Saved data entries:
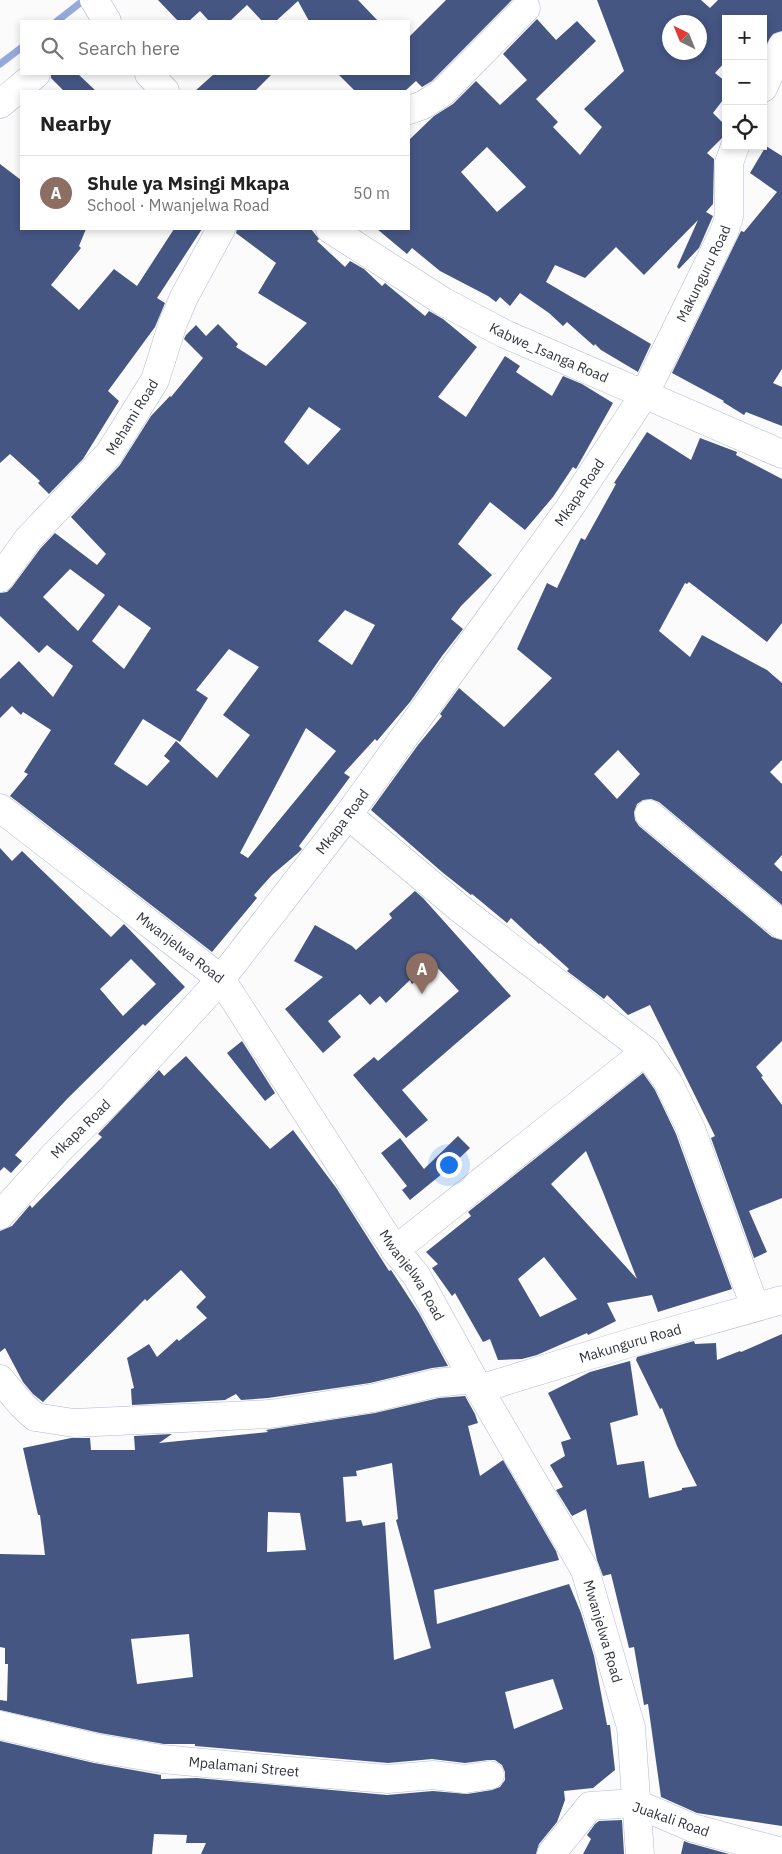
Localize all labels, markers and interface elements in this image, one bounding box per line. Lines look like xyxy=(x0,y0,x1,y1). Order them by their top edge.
north arrow xyxy=(662,15,707,60)
map controls xyxy=(722,15,767,150)
button: + xyxy=(722,15,767,60)
search box xyxy=(20,20,410,75)
icon: search xyxy=(38,34,66,62)
text: Search here xyxy=(78,36,180,60)
button: − xyxy=(722,60,767,105)
button: locate xyxy=(722,105,767,150)
text: Nearby xyxy=(40,109,111,137)
text: Shule ya Msingi Mkapa xyxy=(87,171,290,195)
text: A xyxy=(51,183,61,203)
text: 50 m xyxy=(353,183,390,203)
text: School · Mwanjelwa Road xyxy=(87,195,270,215)
street label: Makunguru Road xyxy=(672,223,735,325)
street label: Kabwe_Isanga Road xyxy=(486,318,611,387)
street label: Mehami Road xyxy=(102,376,162,458)
street label: Mkapa Road xyxy=(550,455,608,529)
street label: Mkapa Road xyxy=(312,786,373,858)
street label: Mwanjelwa Road xyxy=(133,908,228,987)
pin: A xyxy=(406,953,438,994)
street label: Mkapa Road xyxy=(47,1095,114,1162)
your location xyxy=(436,1152,462,1178)
street label: Mwanjelwa Road xyxy=(375,1226,448,1324)
street label: Makunguru Road xyxy=(577,1320,684,1367)
street label: Mwanjelwa Road xyxy=(579,1578,627,1685)
street label: Mpalamani Street xyxy=(188,1753,300,1781)
street label: Juakali Road xyxy=(630,1797,712,1841)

TASK TO CARRY OUT:
Could the data above be reproduced exactly, with the pictures left out?

WRITTEN REPLY:
Localize all labels, markers and interface elements in this image, one bounding box per line. Lines look like xyxy=(x0,y0,x1,y1). Order them by their top edge.
north arrow xyxy=(662,15,707,60)
map controls xyxy=(722,15,767,150)
button: + xyxy=(722,15,767,60)
search box xyxy=(20,20,410,75)
icon: search xyxy=(38,34,66,62)
text: Search here xyxy=(78,36,180,60)
button: − xyxy=(722,60,767,105)
button: locate xyxy=(722,105,767,150)
text: Nearby xyxy=(40,109,111,137)
text: Shule ya Msingi Mkapa xyxy=(87,171,290,195)
text: A xyxy=(51,183,61,203)
text: 50 m xyxy=(353,183,390,203)
text: School · Mwanjelwa Road xyxy=(87,195,270,215)
street label: Makunguru Road xyxy=(672,223,735,325)
street label: Kabwe_Isanga Road xyxy=(486,318,611,387)
street label: Mehami Road xyxy=(102,376,162,458)
street label: Mkapa Road xyxy=(550,455,608,529)
street label: Mkapa Road xyxy=(312,786,373,858)
street label: Mwanjelwa Road xyxy=(133,908,228,987)
pin: A xyxy=(406,953,438,994)
street label: Mkapa Road xyxy=(47,1095,114,1162)
your location xyxy=(436,1152,462,1178)
street label: Mwanjelwa Road xyxy=(375,1226,448,1324)
street label: Makunguru Road xyxy=(577,1320,684,1367)
street label: Mwanjelwa Road xyxy=(579,1578,627,1685)
street label: Mpalamani Street xyxy=(188,1753,300,1781)
street label: Juakali Road xyxy=(630,1797,712,1841)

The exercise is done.